Petinggi Muara Tae Hadiri Sidang Sengketa Informasi, Tegaskan Komitmen Keterbukaan APBKam

SAMARINDA – Pemerintah Kampung Muara Tae, Kecamatan Jempang, Kabupaten Kutai Barat, menegaskan sikap terbukanya terhadap prinsip transparansi publik dengan menghadiri langsung sidang sengketa informasi di Kantor Komisi Informasi Provinsi Kalimantan Timur, Jalan Basuki Rahmat, Samarinda, Kamis (18/12).

Petinggi Kampung Muara Tae, Santi, hadir sebagai termohon dalam perkara tersebut. Kehadirannya dinilai sebagai bentuk sikap kooperatif pemerintah kampung dalam menghormati dan mengikuti mekanisme hukum yang berlaku dalam penyelesaian sengketa informasi publik.

Foto: Pengacara petinggi Desa Muara Tae menunjukan bukti publikasi kegiatan.

Dalam sidang pemeriksaan awal itu, Santi didampingi tim kuasa hukum yang terdiri dari Irwan Kusuma S.H., Idrus Luter Fernandes S.H., dan Bambang Edy Dharma S.H., C.Med. Seluruh rangkaian persidangan diikuti secara langsung oleh pihak termohon hingga agenda selesai.

Di hadapan majelis, Santi menegaskan bahwa pemerintah Kampung Muara Tae tidak pernah memiliki niat menutup akses informasi publik, terutama yang berkaitan dengan pengelolaan Anggaran Pendapatan dan Belanja Kampung (APBKam). Ia menyampaikan bahwa selama ini informasi anggaran telah diumumkan secara terbuka kepada masyarakat.

“Kami secara rutin memasang informasi APBKam di ruang publik agar bisa diakses masyarakat. Itu bentuk keterbukaan yang kami jalankan,” ujar Santi usai persidangan.

Ia menjelaskan, publikasi APBKam dilakukan melalui baliho infografis yang dipasang di depan kantor kampung setiap tahun anggaran. Menurutnya, langkah tersebut merupakan bentuk pelaksanaan prinsip transparansi sebagaimana dipahami dan diarahkan oleh instansi pembina di tingkat kabupaten.

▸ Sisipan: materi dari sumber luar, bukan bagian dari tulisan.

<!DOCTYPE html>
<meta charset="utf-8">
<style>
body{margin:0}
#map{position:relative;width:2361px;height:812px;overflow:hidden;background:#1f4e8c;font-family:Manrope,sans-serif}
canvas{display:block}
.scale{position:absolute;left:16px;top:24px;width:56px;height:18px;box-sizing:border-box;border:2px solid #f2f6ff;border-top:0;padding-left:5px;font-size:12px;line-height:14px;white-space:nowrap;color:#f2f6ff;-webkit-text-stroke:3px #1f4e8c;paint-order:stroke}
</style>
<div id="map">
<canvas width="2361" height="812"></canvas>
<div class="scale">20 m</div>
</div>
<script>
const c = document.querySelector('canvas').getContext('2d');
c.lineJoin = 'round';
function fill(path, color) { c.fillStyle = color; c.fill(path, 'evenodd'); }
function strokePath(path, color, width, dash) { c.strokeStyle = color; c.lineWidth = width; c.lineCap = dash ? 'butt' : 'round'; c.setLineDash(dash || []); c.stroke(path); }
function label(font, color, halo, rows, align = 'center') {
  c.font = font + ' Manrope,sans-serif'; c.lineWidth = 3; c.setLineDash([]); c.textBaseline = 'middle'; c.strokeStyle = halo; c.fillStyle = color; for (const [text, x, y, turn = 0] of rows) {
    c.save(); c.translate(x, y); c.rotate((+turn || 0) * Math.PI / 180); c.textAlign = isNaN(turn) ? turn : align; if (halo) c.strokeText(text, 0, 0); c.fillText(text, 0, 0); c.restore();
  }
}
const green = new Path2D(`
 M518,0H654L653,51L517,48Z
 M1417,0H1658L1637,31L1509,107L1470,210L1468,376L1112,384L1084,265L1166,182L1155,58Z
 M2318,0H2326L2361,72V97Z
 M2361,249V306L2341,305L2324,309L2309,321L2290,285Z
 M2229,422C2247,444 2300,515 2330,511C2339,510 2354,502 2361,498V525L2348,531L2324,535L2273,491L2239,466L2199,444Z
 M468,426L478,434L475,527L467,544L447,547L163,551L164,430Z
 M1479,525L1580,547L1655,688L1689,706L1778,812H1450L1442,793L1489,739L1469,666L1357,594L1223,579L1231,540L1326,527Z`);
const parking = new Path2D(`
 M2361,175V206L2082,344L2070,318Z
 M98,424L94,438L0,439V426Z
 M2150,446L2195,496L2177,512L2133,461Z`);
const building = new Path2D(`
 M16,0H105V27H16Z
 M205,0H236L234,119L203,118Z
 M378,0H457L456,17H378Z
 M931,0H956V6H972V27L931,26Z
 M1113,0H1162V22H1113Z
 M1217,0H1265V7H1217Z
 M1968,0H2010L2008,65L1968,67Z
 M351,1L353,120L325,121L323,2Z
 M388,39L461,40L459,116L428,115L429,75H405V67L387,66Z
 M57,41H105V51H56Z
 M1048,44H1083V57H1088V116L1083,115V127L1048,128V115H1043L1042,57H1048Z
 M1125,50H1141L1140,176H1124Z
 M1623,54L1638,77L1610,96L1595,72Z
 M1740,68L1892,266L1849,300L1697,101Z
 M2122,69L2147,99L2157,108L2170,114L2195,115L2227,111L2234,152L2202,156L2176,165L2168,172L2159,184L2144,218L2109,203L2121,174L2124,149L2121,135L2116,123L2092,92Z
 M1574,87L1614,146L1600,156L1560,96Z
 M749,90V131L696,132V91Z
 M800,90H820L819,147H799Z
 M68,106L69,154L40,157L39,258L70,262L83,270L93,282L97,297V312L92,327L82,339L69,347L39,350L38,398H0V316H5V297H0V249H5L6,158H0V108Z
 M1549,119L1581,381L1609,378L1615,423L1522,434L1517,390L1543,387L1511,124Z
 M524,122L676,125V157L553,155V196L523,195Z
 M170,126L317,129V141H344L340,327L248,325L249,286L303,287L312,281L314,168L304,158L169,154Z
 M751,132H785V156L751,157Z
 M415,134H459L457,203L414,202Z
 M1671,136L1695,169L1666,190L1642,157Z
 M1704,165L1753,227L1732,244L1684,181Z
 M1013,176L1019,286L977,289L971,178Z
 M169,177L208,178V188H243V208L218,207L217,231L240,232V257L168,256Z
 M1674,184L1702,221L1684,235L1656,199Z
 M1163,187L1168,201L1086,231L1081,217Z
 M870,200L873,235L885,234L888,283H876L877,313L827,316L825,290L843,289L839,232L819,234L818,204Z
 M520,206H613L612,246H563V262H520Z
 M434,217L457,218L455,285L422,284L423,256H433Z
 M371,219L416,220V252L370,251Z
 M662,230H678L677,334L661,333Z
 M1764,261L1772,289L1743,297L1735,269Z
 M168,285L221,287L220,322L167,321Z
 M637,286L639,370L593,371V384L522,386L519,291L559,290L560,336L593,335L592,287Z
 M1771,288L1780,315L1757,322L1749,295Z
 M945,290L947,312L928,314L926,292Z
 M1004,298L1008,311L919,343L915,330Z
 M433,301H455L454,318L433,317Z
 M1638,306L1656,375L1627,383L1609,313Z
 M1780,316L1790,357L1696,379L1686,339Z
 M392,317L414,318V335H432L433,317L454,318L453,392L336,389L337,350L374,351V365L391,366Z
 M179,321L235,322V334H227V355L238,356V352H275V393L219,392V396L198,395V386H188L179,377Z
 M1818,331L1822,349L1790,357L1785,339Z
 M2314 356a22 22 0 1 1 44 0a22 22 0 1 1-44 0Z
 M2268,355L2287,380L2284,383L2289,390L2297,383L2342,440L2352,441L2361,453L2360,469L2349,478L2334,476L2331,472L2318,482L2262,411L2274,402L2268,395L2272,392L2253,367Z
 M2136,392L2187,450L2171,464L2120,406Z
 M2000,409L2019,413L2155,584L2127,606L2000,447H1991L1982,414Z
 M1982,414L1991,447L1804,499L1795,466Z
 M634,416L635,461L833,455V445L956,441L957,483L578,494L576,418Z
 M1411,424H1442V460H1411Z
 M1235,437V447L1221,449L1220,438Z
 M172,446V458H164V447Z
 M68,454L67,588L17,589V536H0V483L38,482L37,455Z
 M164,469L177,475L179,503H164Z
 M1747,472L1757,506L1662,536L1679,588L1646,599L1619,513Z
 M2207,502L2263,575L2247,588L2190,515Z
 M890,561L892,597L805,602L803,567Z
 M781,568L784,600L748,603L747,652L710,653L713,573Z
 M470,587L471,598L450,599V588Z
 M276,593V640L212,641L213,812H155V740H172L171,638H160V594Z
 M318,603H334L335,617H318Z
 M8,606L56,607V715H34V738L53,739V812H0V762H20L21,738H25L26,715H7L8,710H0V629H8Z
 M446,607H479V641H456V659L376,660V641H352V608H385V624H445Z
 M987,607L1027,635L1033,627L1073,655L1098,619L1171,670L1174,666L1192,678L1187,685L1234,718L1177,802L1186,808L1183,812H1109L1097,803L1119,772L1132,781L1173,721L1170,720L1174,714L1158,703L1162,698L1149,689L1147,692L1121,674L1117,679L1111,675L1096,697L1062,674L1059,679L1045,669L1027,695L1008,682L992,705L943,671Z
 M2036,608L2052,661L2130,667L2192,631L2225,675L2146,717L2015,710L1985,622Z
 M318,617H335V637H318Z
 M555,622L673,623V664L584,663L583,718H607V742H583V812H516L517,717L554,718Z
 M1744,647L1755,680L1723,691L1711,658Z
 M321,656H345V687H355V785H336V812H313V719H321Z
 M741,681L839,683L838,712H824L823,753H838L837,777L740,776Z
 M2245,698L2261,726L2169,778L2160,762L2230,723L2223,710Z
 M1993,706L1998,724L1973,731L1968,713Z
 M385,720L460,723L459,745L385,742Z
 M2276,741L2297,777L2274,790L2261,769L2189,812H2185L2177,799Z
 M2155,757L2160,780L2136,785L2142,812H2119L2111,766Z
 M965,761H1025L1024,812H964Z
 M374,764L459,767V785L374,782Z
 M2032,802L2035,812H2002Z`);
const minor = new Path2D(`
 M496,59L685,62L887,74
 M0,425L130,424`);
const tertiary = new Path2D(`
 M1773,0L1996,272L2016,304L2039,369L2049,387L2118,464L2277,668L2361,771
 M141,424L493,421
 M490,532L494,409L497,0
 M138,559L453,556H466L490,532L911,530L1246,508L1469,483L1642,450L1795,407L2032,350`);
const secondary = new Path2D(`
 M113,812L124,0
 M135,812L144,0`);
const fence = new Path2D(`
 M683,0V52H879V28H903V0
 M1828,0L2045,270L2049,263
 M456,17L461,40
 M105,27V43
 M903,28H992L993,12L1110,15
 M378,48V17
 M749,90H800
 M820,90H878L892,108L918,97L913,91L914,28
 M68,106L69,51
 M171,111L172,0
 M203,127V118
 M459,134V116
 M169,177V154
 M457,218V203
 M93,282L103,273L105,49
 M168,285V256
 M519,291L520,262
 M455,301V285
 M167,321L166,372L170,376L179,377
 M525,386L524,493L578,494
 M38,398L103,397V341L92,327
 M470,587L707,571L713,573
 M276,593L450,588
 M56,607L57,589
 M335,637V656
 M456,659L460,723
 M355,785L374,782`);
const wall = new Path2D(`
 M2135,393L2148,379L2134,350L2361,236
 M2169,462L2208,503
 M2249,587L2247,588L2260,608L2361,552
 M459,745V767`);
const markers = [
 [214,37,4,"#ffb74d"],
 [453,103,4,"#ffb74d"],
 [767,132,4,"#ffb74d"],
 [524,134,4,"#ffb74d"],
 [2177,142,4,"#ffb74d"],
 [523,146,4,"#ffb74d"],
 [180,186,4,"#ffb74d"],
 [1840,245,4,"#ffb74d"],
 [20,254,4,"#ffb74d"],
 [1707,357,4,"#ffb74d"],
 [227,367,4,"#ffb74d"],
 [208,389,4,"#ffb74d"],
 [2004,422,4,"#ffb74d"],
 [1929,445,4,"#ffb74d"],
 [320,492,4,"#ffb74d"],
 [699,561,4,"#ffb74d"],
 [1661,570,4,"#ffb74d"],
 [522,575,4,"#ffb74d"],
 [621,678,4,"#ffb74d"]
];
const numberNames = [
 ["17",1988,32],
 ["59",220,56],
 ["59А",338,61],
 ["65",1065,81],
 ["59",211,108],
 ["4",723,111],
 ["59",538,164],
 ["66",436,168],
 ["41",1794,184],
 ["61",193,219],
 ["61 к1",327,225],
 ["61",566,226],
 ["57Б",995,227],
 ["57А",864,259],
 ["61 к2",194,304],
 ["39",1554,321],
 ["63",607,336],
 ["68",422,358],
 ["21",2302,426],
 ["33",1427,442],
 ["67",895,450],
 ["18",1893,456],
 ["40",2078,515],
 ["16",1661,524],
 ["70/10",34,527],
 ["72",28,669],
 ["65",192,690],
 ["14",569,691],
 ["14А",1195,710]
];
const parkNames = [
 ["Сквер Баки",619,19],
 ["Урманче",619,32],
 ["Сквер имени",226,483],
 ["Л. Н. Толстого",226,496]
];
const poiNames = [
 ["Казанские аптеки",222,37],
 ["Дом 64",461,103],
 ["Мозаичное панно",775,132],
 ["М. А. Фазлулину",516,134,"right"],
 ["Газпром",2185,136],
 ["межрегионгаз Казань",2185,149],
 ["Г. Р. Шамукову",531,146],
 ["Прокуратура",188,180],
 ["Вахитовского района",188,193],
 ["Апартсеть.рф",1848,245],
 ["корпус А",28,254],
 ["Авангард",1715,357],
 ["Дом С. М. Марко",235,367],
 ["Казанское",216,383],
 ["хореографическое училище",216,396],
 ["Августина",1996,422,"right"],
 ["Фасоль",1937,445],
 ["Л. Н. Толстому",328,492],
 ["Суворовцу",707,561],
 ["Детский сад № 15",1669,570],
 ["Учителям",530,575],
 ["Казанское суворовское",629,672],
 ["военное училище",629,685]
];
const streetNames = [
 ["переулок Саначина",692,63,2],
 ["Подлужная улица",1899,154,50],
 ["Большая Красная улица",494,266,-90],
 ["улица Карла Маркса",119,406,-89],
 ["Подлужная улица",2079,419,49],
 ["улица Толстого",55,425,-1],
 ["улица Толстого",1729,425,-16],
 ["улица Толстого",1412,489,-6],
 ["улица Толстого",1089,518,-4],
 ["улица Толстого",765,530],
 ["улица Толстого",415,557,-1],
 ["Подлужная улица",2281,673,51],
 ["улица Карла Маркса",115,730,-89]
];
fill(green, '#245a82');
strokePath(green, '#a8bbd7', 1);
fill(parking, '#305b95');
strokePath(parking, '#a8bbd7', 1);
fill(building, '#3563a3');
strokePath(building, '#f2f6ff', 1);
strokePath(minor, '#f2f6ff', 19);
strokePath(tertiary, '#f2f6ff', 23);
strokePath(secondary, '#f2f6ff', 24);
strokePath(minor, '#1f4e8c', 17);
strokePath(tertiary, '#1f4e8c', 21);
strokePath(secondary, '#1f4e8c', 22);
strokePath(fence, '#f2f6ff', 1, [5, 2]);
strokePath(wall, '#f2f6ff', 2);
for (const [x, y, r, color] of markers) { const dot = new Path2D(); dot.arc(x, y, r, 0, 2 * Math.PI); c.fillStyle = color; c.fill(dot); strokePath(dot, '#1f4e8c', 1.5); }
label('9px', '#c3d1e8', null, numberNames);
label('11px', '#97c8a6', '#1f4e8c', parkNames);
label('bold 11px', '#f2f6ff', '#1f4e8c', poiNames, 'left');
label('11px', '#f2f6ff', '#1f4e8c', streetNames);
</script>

Lebih lanjut, Santi menegaskan bahwa kehadirannya dalam persidangan sengketa informasi bukan untuk menghindari tanggung jawab sebagai penyelenggara pemerintahan kampung. Sebaliknya, ia ingin memastikan bahwa keterbukaan informasi dijalankan secara tepat, sesuai dengan koridor hukum yang berlaku.

“Kami justru ingin kepastian. Kepala kampung tidak boleh bekerja dalam ketidakjelasan aturan. Mana yang wajib dibuka secara rinci dan mana yang dikecualikan harus jelas,” katanya.

Ia juga menyoroti pentingnya pendampingan berkelanjutan dari instansi terkait, seperti Inspektorat dan Pejabat Pengelola Informasi dan Dokumentasi (PPID), agar pemerintah kampung tidak berjalan sendiri menghadapi tuntutan keterbukaan informasi yang semakin kompleks.

“Kami siap terbuka, tapi keterbukaan itu harus dilandasi pedoman yang jelas dan pendampingan yang memadai,” ujar Santi.

Sementara itu, pihak pemohon yang diwakili penerima kuasa Buyung Marajo menyampaikan bahwa permohonan informasi diajukan untuk memperoleh dokumen APBKam dan realisasi anggaran secara lebih rinci. Menurut pemohon, informasi yang diharapkan bukan sekadar ringkasan dalam bentuk infografis, melainkan dokumen anggaran secara detail.

Majelis Komisioner Komisi Informasi Provinsi Kalimantan Timur menilai sengketa tersebut masih berada pada tahap pemeriksaan awal. Dalam sidang, majelis menawarkan penyelesaian melalui mekanisme mediasi, yang kemudian disepakati oleh kedua belah pihak.

Agenda mediasi dijadwalkan akan dilaksanakan pada Januari 2026 mendatang.

Bagi Pemerintah Kampung Muara Tae, proses sengketa informasi ini dipandang sebagai bagian dari upaya memperkuat tata kelola pemerintahan kampung yang transparan, akuntabel, dan taat hukum, sekaligus memastikan pelaksanaan keterbukaan informasi publik berjalan secara adil dan memiliki kepastian aturan.